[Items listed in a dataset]
━━━━━━

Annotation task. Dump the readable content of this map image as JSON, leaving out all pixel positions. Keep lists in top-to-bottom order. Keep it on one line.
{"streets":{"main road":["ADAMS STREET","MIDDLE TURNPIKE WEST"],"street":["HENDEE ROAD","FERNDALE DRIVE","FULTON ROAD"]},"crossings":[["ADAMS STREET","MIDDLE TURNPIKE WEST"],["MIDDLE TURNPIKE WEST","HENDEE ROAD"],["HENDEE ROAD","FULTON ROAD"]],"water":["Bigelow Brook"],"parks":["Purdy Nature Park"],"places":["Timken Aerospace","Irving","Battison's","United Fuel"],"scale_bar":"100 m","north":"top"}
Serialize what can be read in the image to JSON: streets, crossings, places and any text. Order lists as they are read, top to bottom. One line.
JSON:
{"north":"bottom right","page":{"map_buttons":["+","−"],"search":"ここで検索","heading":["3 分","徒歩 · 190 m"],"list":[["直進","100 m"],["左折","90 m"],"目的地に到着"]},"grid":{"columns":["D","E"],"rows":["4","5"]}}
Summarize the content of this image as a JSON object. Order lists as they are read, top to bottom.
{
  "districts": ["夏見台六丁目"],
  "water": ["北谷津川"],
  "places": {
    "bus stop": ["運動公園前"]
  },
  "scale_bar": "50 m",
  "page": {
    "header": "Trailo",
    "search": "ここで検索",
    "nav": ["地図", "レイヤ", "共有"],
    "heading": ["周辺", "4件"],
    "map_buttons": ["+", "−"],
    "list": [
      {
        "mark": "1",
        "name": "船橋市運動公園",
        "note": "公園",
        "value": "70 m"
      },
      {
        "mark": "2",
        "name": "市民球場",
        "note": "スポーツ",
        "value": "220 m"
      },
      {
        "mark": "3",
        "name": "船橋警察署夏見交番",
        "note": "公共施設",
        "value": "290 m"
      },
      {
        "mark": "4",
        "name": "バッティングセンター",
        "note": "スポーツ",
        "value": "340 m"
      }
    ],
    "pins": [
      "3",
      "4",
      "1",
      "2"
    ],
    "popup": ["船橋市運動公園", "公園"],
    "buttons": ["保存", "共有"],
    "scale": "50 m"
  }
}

━━━━━━

#### Work task:
Reproduce each line, exactly as it appears, from the one that contains "Serialize what can" through the last line of the records. Add no other lines.

#### Written reply:
Serialize what can be read in the image to JSON: streets, crossings, places and any text. Order lists as they are read, top to bottom. One line.
JSON:
{"north":"bottom right","page":{"map_buttons":["+","−"],"search":"ここで検索","heading":["3 分","徒歩 · 190 m"],"list":[["直進","100 m"],["左折","90 m"],"目的地に到着"]},"grid":{"columns":["D","E"],"rows":["4","5"]}}
Summarize the content of this image as a JSON object. Order lists as they are read, top to bottom.
{
  "districts": ["夏見台六丁目"],
  "water": ["北谷津川"],
  "places": {
    "bus stop": ["運動公園前"]
  },
  "scale_bar": "50 m",
  "page": {
    "header": "Trailo",
    "search": "ここで検索",
    "nav": ["地図", "レイヤ", "共有"],
    "heading": ["周辺", "4件"],
    "map_buttons": ["+", "−"],
    "list": [
      {
        "mark": "1",
        "name": "船橋市運動公園",
        "note": "公園",
        "value": "70 m"
      },
      {
        "mark": "2",
        "name": "市民球場",
        "note": "スポーツ",
        "value": "220 m"
      },
      {
        "mark": "3",
        "name": "船橋警察署夏見交番",
        "note": "公共施設",
        "value": "290 m"
      },
      {
        "mark": "4",
        "name": "バッティングセンター",
        "note": "スポーツ",
        "value": "340 m"
      }
    ],
    "pins": [
      "3",
      "4",
      "1",
      "2"
    ],
    "popup": ["船橋市運動公園", "公園"],
    "buttons": ["保存", "共有"],
    "scale": "50 m"
  }
}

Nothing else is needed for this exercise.